==== Entries provided

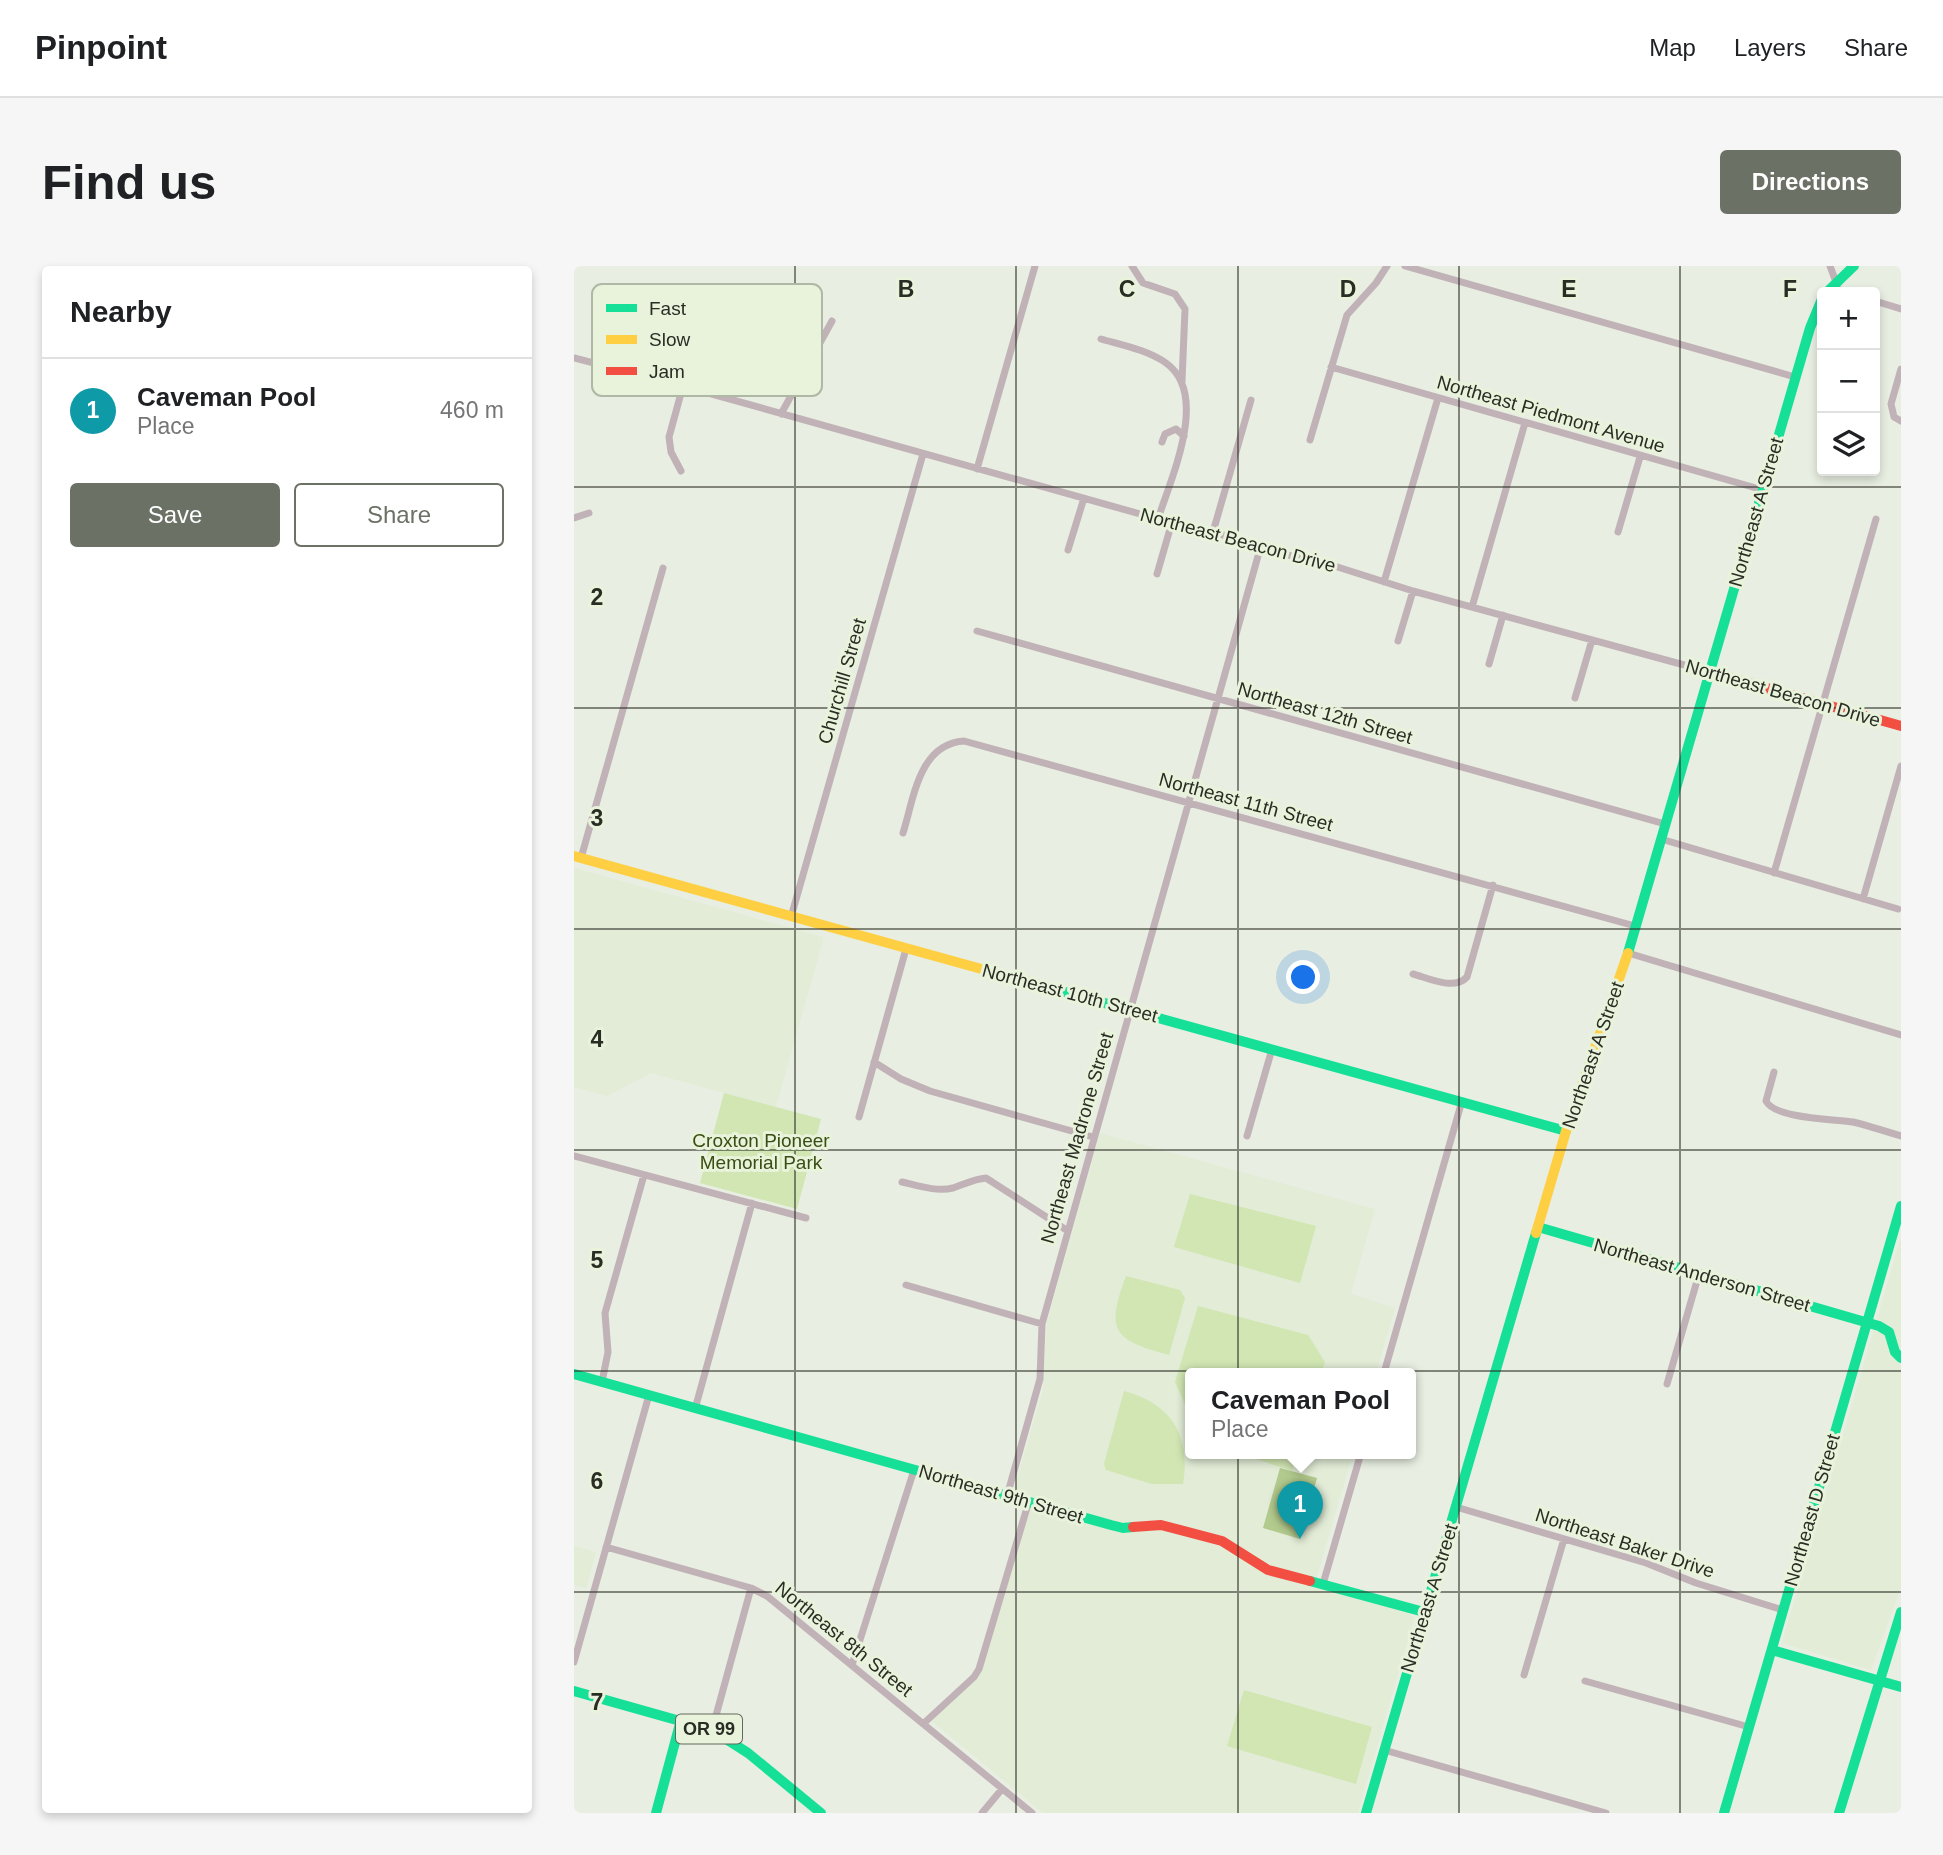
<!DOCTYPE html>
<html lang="en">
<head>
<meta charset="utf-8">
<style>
	:root { --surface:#fff; --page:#f6f6f6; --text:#202124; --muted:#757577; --line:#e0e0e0; --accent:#6c7166 }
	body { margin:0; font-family:Arial,sans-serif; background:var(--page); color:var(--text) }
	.controls { position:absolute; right:21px; top:21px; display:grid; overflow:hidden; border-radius:7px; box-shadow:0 4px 10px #0003 }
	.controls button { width:63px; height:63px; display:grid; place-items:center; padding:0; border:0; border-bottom:2px solid var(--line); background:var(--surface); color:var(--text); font:35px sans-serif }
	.you { position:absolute; left:730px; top:712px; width:24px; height:24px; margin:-18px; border:5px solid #fff; border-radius:50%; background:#1a73e8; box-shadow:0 0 0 10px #1a73e833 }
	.badge { display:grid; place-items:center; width:46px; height:46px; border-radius:50%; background:var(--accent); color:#fff; font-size:23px; font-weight:700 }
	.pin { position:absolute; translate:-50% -58px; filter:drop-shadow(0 2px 4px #0008) }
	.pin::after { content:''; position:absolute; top:37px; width:24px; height:21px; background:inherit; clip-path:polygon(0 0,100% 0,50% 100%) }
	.popup { position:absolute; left:611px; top:1102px; width:231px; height:91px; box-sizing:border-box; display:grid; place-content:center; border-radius:7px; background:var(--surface); filter:drop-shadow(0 2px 5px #0005); font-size:23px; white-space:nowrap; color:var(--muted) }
	.popup b { font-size:26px; color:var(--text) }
	.popup::after { content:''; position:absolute; left:50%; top:100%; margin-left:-14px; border:14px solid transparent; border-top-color:var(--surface) }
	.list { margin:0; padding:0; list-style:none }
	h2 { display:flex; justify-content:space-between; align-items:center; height:91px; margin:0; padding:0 28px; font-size:30px }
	h2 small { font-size:23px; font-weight:400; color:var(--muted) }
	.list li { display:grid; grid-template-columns:46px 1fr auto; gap:21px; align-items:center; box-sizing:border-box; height:105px; padding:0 28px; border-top:2px solid var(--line) }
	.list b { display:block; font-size:26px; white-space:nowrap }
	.list p { margin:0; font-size:23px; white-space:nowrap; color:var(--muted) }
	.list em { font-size:23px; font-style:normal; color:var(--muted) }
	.actions { display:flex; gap:14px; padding:21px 28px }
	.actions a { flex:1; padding:16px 0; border:2px solid var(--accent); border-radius:7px; text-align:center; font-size:24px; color:var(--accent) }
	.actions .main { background:var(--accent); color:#fff }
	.icon { flex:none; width:38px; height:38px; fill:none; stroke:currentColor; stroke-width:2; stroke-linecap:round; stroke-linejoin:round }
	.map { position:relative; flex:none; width:1327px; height:1547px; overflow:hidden; border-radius:7px }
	header { display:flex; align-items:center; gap:42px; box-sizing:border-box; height:98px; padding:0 35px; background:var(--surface); border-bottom:2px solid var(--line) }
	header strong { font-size:33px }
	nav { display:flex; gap:38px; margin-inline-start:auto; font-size:24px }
	.intro { display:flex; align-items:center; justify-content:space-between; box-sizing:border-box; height:168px; padding:0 42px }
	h1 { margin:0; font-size:49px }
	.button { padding:18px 32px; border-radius:7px; background:var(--accent); color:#fff; font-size:24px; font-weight:700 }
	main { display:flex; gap:42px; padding:0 42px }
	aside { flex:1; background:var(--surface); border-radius:7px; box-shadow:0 4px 10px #0003 }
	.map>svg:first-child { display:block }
	.built { fill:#e2ecd6 }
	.green { fill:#d1e6b3 }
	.water { fill:#b2ca8d }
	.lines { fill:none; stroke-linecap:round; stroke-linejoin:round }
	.street { stroke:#c1b2b7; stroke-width:7 }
	.fast { stroke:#16e098; stroke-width:10 }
	.slow { stroke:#ffcf43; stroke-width:10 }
	.jam { stroke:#f24e42; stroke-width:10 }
	.grid { fill:none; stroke:#292d24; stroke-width:2; stroke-opacity:0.55 }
	.labels { text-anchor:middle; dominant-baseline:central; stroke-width:6; stroke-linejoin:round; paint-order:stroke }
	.shield { fill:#e9f3dc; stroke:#63685b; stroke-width:2 }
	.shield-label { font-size:18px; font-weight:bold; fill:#292d24 }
	.street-label { font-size:19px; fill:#292d24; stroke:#e9f3dc }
	.park-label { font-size:19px; fill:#3a4e13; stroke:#e9f3dc }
	.key { fill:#e9f3dc; stroke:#afb8a5; stroke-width:2 }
	.key-label { font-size:19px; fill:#292d24 }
	.grid-label { font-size:23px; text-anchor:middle; font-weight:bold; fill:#292d24; stroke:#e9f3dc; stroke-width:6; stroke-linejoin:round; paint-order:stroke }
</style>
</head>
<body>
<header>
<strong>Pinpoint</strong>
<nav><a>Map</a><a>Layers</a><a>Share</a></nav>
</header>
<div class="intro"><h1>Find us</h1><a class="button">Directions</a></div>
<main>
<aside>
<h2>Nearby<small></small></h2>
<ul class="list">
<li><span class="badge" style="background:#0f9aa8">1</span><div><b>Caveman Pool</b><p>Place</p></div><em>460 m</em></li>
</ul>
<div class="actions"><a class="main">Save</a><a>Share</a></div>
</aside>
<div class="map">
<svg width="1327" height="1547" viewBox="0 0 1327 1547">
	<rect width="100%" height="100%" fill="#e8eee1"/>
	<path class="built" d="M0,602L250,671L202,841L77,807L33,830L0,821Z
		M526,867L801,943L777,1028L821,1042L802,1107H616V1187H779L740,1321L836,1347L840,1353L784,1547H469L359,1456V1453L408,1403L459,1230L444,1225L441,1220L469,1124L473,1056Z
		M1327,971V1321L1297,1404L1208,1377Z
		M0,1280L22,1286L12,1322L0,1319Z"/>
	<path class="green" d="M150,827L247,853L223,943L126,917Z
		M616,928L742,960L726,1017L600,981Z
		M552,1010L606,1024L611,1032L595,1089C540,1074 531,1066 552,1010Z
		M624,1040L734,1069L751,1096L747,1107H616V1150L601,1116Z
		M550,1125C598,1138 617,1170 609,1218H578L532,1204L530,1198Z
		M664,1187H723L718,1205Z
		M670,1424L798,1461L782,1518L653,1480Z"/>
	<path class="water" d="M706,1202L743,1212L726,1273L689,1262Z"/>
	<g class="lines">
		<path class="street" d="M558,0L569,17L601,28L611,43L608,115
			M831,0L1221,111
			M1256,0L1262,16
			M1257,21L1273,26
			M1301,35L1327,43
			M527,73C548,79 574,84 592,97C636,128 597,212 584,253
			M0,92L109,120L584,253L665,273L682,282L751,297L839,325L1136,406
			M757,101L1189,224
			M1327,103L1317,138L1320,151L1327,155
			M207,148L258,55
			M736,174L773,49L802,17L813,0
			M588,176L591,168L602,163L610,170
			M403,203L461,0
			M107,205L97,186L95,171L129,47
			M0,252L15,247
			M639,266L677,134
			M1044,266L1066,191
			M494,284L510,232
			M583,308L598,256
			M810,316L864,132
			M898,341L951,157
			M403,365L1091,558
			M824,375L839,325
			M915,398L929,349
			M1001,432L1018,374
			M329,567C340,532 345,478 390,475L1061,660
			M1087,573L1324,643
			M7,592L89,302
			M1200,607L1302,253
			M1289,633L1327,500
			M217,651L349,188
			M1054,687L1327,769
			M839,708C854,712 880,725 893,711L919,619
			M300,796L327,813L356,825L519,871
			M1200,806L1192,835C1201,853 1261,853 1279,856C1295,860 1311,865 1327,870
			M285,851L332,683
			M673,870L698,783
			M0,890L232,952
			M328,916C345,920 363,926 379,922C391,918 400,913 412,912L494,965
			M332,1019L468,1058
			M810,1107L888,835
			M28,1116L34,1086L31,1047L70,909
			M1093,1118L1125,1008
			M121,1143L178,937
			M433,1230L466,1113L468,1058L686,283
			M882,1241L1072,1297L1122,1317L1209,1344
			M32,1281L177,1322L193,1330L458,1547
			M749,1318L787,1187
			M0,1396L75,1129
			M278,1399L340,1204
			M950,1409L990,1273
			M1011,1415L1175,1461
			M349,1458L400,1411L405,1403L455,1235
			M138,1464L177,1322
			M810,1484L1032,1547
			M408,1547L428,1523"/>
		<path class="fast" d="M1253,26L1280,0
			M1054,687L1236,62L1248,33
			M440,712L992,865
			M964,961L1305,1060L1315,1066L1321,1086L1327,1092
			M0,1108L537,1259L549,1262L559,1261
			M736,1315L850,1346
			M1198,1384L1327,1421
			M0,1425L138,1464L174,1487L247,1547
			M82,1547L107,1454
			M792,1547L962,967
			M1150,1547L1327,940
			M1265,1547L1327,1346"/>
		<path class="slow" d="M0,590L440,712
			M962,967L992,865L1054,687"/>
		<path class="jam" d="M1136,406L1327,460
			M559,1261L587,1259L648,1275L694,1304L736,1315"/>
	</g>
	<path class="grid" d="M221,0V1547M442,0V1547M664,0V1547M885,0V1547M1106,0V1547M0,221H1327M0,442H1327M0,663H1327M0,884H1327M0,1105H1327M0,1326H1327"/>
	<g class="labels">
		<rect class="shield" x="102" y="1448.5" width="66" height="29" rx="5"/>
		<g class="shield-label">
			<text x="135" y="1463">OR 99</text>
		</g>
		<g class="street-label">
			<text transform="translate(977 148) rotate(16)">Northeast Piedmont Avenue</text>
			<text transform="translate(1182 246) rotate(-74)">Northeast A Street</text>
			<text transform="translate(664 274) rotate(15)">Northeast Beacon Drive</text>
			<text transform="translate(268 415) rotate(-74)">Churchill Street</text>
			<text transform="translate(1209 427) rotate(16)">Northeast Beacon Drive</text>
			<text transform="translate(751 447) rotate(16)">Northeast 12th Street</text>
			<text transform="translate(672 536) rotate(15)">Northeast 11th Street</text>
			<text transform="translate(496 727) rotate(15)">Northeast 10th Street</text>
			<text transform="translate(1019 789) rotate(-71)">Northeast A Street</text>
			<text transform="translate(503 872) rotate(-74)">Northeast Madrone Street</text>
			<text transform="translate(1128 1009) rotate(16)">Northeast Anderson Street</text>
			<text transform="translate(427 1228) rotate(16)">Northeast 9th Street</text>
			<text transform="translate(1238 1244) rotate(-74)">Northeast D Street</text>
			<text transform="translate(1051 1277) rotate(18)">Northeast Baker Drive</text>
			<text transform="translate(855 1332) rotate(-73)">Northeast A Street</text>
			<text transform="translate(270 1373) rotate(39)">Northeast 8th Street</text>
		</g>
		<g class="park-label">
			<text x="187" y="874">Croxton Pioneer<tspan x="187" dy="22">Memorial Park</tspan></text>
		</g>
	</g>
	<rect x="18" y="18" width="230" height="112" rx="10" class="key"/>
	<rect x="32" y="38" width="31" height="8" fill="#16e098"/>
	<rect x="32" y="69" width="31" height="9" fill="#ffcf43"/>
	<rect x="32" y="101" width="31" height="8" fill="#f24e42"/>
	<g class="key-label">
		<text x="75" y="49">Fast</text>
		<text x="75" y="80">Slow</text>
		<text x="75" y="112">Jam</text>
	</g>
	<g class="grid-label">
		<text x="332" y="31">B</text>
		<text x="553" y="31">C</text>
		<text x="774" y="31">D</text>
		<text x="995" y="31">E</text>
		<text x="1216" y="31">F</text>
		<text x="23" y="339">2</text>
		<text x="23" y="560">3</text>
		<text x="23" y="781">4</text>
		<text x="23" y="1002">5</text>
		<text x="23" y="1223">6</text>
		<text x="23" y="1444">7</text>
	</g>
</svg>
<div class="controls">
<button>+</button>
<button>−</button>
<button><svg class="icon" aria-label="layers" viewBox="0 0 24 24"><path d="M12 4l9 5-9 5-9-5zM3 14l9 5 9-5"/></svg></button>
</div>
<div class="you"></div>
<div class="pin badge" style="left:726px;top:1273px;background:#0f9aa8">1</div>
<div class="popup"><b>Caveman Pool</b>Place</div>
</div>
</main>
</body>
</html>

========

» **Task brief**: Reproduce the records above from their first line to the line bearing "margin:0; font-family:Arial,sans-serif; background:var(--page);", both ends included, leaving every picture out.

» **Written answer**:
<!DOCTYPE html>
<html lang="en">
<head>
<meta charset="utf-8">
<style>
	:root { --surface:#fff; --page:#f6f6f6; --text:#202124; --muted:#757577; --line:#e0e0e0; --accent:#6c7166 }
	body { margin:0; font-family:Arial,sans-serif; background:var(--page); color:var(--text) }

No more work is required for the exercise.